As DAOs são a forma nativa da Web3 de organizarem estruturas sociais, como empresas, ONGs e até governos. Baseadas na tecnologia blockchain, distribuem o poder de decisão entre os seus participantes para alcançar objetivos específicos, permitindo maior inclusão e transparência do que as estruturas tradicionais.
Como não há
autoridades em uma DAO, as decisões são tomadas pelos detentores de um
criptoativo específico: o poder de voto de cada participante depende da
quantidade desses tokens em sua
carteira, o que incentiva os interessados na governança a converter parte da
sua riqueza para esse ativo.
Para
entender melhor como surgem essas organizações e o seu potencial, vejamos
alguns exemplos interessantes.
ConstitutionDAO
Em novembro
de 2021, a famosa Sotheby’s anunciou que leiloaria uma das 13 cópias da
primeira constituição dos EUA. A oferta virou tema de fóruns online, em que um grupo de pessoas
decidiu comprar coletivamente a obra.
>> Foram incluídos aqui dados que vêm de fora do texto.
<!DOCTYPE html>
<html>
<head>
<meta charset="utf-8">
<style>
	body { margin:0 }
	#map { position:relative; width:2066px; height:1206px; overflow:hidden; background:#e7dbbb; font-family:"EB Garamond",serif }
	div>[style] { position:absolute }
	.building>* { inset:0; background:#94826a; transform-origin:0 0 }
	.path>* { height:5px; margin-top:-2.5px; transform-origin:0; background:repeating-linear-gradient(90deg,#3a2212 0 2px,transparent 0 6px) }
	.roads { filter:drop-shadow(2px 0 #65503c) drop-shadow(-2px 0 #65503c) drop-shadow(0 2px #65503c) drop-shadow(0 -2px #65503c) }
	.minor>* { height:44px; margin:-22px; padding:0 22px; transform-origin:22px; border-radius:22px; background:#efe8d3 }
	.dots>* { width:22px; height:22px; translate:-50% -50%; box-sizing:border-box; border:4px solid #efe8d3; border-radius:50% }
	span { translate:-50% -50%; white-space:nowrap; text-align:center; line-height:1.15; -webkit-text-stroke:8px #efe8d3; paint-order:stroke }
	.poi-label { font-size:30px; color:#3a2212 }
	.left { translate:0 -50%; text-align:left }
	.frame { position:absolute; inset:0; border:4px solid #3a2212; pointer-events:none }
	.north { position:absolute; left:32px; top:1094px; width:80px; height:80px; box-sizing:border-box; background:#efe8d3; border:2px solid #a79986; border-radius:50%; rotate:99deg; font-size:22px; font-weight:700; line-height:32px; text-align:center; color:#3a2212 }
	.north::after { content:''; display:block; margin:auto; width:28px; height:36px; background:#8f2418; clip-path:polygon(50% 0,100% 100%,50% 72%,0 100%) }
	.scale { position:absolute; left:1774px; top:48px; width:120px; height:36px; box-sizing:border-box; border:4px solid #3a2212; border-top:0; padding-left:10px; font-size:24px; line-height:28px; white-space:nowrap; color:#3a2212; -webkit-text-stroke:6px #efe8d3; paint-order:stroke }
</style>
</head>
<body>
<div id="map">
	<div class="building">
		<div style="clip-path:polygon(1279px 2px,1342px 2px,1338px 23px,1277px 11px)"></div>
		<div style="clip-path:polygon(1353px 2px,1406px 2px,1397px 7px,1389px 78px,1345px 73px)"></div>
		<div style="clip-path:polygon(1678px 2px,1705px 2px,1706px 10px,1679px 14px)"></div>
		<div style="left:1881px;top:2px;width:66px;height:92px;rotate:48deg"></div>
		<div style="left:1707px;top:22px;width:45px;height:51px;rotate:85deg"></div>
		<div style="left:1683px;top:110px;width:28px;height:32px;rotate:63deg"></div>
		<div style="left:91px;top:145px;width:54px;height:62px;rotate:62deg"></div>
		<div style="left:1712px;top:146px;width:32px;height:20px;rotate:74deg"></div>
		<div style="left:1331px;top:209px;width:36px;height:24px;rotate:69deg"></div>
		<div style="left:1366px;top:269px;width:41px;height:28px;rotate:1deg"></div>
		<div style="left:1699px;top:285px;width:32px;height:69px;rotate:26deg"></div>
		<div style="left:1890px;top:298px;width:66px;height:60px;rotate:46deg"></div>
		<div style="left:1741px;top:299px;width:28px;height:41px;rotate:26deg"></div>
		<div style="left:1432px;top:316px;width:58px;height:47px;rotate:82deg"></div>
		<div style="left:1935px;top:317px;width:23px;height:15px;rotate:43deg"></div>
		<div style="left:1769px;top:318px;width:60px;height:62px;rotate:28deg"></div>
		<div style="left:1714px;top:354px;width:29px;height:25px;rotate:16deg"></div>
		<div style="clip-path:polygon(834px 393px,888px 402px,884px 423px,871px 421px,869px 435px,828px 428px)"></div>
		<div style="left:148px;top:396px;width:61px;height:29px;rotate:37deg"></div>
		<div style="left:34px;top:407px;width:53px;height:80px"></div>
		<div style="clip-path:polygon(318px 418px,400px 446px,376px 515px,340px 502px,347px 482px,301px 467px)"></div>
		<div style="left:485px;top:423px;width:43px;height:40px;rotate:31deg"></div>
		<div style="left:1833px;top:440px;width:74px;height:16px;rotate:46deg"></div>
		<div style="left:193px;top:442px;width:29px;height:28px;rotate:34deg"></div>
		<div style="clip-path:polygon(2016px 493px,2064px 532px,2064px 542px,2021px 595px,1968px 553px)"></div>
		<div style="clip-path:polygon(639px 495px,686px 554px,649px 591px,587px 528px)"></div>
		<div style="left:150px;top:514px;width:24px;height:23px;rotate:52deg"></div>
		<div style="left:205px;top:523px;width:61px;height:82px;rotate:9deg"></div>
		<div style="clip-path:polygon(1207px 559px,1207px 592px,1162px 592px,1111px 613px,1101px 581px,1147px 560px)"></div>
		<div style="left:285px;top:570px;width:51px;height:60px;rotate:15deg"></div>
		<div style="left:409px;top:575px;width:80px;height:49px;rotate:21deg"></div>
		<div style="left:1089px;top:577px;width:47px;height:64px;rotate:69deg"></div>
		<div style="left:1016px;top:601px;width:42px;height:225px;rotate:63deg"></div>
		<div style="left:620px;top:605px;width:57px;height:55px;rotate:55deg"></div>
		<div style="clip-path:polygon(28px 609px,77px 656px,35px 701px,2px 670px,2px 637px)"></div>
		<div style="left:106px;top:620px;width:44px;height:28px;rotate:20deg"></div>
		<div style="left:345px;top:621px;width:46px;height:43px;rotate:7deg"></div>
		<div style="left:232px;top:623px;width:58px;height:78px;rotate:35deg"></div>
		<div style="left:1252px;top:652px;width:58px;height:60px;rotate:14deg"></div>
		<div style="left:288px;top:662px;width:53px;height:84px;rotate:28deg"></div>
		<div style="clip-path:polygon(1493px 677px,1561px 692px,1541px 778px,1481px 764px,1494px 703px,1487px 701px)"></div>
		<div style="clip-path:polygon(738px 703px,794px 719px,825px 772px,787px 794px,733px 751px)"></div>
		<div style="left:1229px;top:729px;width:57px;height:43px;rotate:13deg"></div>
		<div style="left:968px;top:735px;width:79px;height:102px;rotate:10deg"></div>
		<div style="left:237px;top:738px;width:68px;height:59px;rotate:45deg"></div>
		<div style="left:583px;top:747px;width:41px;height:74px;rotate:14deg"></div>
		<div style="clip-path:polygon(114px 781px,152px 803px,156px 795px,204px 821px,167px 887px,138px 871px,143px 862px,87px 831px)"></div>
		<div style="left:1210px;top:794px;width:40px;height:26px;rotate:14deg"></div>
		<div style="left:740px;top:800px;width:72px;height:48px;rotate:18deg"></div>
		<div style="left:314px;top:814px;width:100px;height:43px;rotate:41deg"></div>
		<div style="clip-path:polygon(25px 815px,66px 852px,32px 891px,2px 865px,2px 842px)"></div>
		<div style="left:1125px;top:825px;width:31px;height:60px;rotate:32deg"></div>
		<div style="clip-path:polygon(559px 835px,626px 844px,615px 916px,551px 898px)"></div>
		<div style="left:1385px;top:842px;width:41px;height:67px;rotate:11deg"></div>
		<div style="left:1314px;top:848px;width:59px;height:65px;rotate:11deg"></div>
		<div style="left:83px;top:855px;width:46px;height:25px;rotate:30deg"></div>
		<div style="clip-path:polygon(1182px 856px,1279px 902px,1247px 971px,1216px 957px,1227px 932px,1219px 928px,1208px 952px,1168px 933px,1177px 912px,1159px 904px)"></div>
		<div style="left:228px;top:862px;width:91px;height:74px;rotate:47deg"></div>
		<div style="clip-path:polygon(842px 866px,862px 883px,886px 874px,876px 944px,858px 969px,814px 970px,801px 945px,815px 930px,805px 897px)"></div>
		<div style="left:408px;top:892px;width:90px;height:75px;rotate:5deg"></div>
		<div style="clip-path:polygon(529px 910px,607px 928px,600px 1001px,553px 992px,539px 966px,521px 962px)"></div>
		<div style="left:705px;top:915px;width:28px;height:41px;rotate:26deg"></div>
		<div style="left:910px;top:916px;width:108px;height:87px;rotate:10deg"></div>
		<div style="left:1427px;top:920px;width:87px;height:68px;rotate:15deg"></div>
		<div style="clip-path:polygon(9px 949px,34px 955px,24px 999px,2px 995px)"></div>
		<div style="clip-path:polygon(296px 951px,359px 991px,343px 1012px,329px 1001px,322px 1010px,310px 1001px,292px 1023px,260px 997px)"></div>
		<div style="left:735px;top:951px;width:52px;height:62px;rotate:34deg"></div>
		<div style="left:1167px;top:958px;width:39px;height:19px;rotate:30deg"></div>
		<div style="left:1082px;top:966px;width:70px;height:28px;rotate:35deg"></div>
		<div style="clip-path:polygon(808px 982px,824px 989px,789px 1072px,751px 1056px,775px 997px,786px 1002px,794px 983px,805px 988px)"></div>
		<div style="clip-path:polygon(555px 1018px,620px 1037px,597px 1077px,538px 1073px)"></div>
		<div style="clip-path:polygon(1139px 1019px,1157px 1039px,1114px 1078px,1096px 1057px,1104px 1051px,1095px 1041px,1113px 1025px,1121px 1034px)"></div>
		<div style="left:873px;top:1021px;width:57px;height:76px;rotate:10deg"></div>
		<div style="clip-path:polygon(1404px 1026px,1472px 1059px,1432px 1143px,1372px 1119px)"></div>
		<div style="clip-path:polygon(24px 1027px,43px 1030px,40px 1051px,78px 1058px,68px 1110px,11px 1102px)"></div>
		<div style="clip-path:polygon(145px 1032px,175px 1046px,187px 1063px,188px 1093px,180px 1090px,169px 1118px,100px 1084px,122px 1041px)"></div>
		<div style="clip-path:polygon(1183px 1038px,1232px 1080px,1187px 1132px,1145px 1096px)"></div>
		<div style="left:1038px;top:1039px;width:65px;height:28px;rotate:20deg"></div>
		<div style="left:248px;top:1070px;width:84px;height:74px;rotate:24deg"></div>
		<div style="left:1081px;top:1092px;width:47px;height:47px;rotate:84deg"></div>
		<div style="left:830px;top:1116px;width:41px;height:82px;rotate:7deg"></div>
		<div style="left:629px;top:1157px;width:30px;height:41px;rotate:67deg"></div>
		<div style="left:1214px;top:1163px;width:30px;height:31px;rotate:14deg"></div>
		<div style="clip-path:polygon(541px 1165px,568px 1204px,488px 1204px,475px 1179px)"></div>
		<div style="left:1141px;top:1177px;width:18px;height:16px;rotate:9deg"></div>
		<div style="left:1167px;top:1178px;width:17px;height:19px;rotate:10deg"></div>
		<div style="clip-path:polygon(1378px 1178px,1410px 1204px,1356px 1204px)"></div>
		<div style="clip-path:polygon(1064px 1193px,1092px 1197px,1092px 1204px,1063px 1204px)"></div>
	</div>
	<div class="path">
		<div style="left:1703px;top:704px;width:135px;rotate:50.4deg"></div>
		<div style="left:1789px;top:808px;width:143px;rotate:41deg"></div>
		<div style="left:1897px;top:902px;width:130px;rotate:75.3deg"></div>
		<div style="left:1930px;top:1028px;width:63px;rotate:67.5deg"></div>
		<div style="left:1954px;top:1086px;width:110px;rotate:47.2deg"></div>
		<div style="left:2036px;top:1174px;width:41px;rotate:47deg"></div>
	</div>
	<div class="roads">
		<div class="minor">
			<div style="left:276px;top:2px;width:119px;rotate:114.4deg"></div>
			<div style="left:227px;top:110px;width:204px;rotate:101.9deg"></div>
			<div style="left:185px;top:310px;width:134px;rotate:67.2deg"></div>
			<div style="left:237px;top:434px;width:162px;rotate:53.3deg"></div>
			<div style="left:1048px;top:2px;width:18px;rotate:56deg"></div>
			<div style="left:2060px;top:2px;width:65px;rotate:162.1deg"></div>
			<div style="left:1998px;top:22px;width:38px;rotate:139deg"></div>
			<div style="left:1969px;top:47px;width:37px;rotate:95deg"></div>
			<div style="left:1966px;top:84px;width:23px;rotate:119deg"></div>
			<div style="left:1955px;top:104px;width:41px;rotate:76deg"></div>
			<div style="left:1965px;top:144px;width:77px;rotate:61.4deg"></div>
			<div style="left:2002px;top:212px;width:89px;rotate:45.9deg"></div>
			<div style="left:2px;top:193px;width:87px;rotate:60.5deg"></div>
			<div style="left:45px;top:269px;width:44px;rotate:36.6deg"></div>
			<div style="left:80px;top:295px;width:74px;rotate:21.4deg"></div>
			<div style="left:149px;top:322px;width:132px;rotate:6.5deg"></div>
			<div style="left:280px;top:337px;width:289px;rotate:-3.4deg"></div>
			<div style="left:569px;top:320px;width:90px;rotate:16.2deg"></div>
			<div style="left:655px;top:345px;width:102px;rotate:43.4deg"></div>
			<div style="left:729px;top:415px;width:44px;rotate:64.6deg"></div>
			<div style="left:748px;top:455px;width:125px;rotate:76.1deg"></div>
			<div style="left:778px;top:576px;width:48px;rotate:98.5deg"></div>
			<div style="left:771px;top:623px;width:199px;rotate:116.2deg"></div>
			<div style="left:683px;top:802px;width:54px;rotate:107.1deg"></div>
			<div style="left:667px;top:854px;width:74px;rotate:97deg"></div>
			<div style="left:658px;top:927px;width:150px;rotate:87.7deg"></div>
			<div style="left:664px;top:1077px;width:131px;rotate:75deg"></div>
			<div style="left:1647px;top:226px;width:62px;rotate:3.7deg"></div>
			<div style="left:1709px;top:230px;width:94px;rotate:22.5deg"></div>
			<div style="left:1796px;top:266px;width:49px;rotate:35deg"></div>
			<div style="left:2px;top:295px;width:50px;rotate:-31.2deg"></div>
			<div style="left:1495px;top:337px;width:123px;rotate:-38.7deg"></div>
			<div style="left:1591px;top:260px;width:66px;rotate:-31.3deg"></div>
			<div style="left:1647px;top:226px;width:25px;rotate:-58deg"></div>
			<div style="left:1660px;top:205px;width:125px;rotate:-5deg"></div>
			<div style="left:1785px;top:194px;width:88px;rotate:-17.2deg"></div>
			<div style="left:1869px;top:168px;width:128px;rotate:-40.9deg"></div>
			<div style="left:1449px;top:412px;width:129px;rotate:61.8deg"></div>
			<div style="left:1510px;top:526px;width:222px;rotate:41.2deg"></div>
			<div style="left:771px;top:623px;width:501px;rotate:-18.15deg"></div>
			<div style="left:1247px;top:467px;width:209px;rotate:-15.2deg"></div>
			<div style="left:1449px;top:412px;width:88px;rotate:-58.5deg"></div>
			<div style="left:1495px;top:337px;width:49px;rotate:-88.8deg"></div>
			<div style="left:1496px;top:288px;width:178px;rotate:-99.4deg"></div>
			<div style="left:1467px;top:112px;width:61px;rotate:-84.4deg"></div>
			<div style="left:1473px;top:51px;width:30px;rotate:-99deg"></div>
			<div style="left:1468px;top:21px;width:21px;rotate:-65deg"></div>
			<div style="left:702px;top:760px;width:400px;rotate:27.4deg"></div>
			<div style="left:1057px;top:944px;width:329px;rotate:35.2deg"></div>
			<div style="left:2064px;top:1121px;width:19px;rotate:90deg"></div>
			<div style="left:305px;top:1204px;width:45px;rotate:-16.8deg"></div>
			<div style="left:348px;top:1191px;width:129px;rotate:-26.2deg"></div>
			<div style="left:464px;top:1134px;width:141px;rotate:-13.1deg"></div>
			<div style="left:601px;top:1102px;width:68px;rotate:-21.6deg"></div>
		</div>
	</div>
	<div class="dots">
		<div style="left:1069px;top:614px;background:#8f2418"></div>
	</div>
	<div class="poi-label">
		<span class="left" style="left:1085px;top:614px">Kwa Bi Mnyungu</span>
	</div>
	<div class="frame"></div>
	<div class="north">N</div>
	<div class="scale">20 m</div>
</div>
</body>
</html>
Em apenas uma semana, os interessados
montaram a ConstitutionDAO e captaram recursos online, tendo juntado impressionantes US$ 47 milhões para concorrer
no leilão.
Apesar de
não ter arrematado a obra, a ConstitutionDAO pode ser considerada um caso de
sucesso: mobilizou um grande número de entidades – mais de 7 mil endereços da
rede Ethereum -, demonstrando como a transparência e a segurança das blockchains podem escalar a cooperação
entre pessoas de diferentes países, mesmo que elas não se conheçam, de forma
rápida e barata.
No mundo da arte e dos colecionadores, em especial, o episódio poderá servir de exemplo para novas estruturas organizacionais e novos modelos de negócios, podendo aumentar a participação de pequenos investidores nesse mercado e impactar diretamente as economias dos produtores e consumidores de arte, dos museus e dos curadores…
UkraineDAO
Com o início dos ataques russos na Ucrânia, em fevereiro de 2022, pessoas e instituições de todo o mundo se articularam para apoiar a população local.
Nesse
contexto, artistas e empreendedores engajados na causa e no ecossistema de DAOs
perceberam que muita gente não sabia a quem doar. Decidiram, então, fundar a
UkraineDAO: um fundo na rede Ethereum que encaminharia recursos para os
ucranianos e para ações humanitárias no país.
Mais uma
vez, a tecnologia blockchain permitiu
celeridade: entre 27 de fevereiro e 2 de março, a iniciativa coletou cerca de
US$ 7 milhões de mais de 3 mil doadores, com todas as entradas e saídas de
recursos sendo monitoradas em tempo real.
A
UkraineDAO demonstrou, além das grandes vantagens técnicas das blockchains, a existência de um grande
grupo de pessoas ao redor do mundo buscando formas confiáveis de cooperar online. Podemos esperar que, em breve,
se desenvolva ainda mais o potencial das DAOs como facilitadoras em iniciativas
sem fins lucrativos, abrindo espaço para mais ações humanitárias e ambientais
em grande escala.
MakerDAO
A MakerDAO
é uma das maiores e mais antigas DAOs em operação. Foi criada ainda em 2015,
durante os primeiros meses de existência do Ethereum, e conseguiu se
estabelecer como um dos pilares do ecossistema de finanças descentralizadas
(DeFi).
Sua função é equilibrar um mercado de crédito em que seus usuários colocam criptoativos como garantia para pegar empréstimos em uma criptomoeda chamada DAI. O sistema é regulado pelos detentores do token MKR, que votam para ajustar a taxa dos empréstimos, regulando, assim, a oferta e demanda por crédito na plataforma.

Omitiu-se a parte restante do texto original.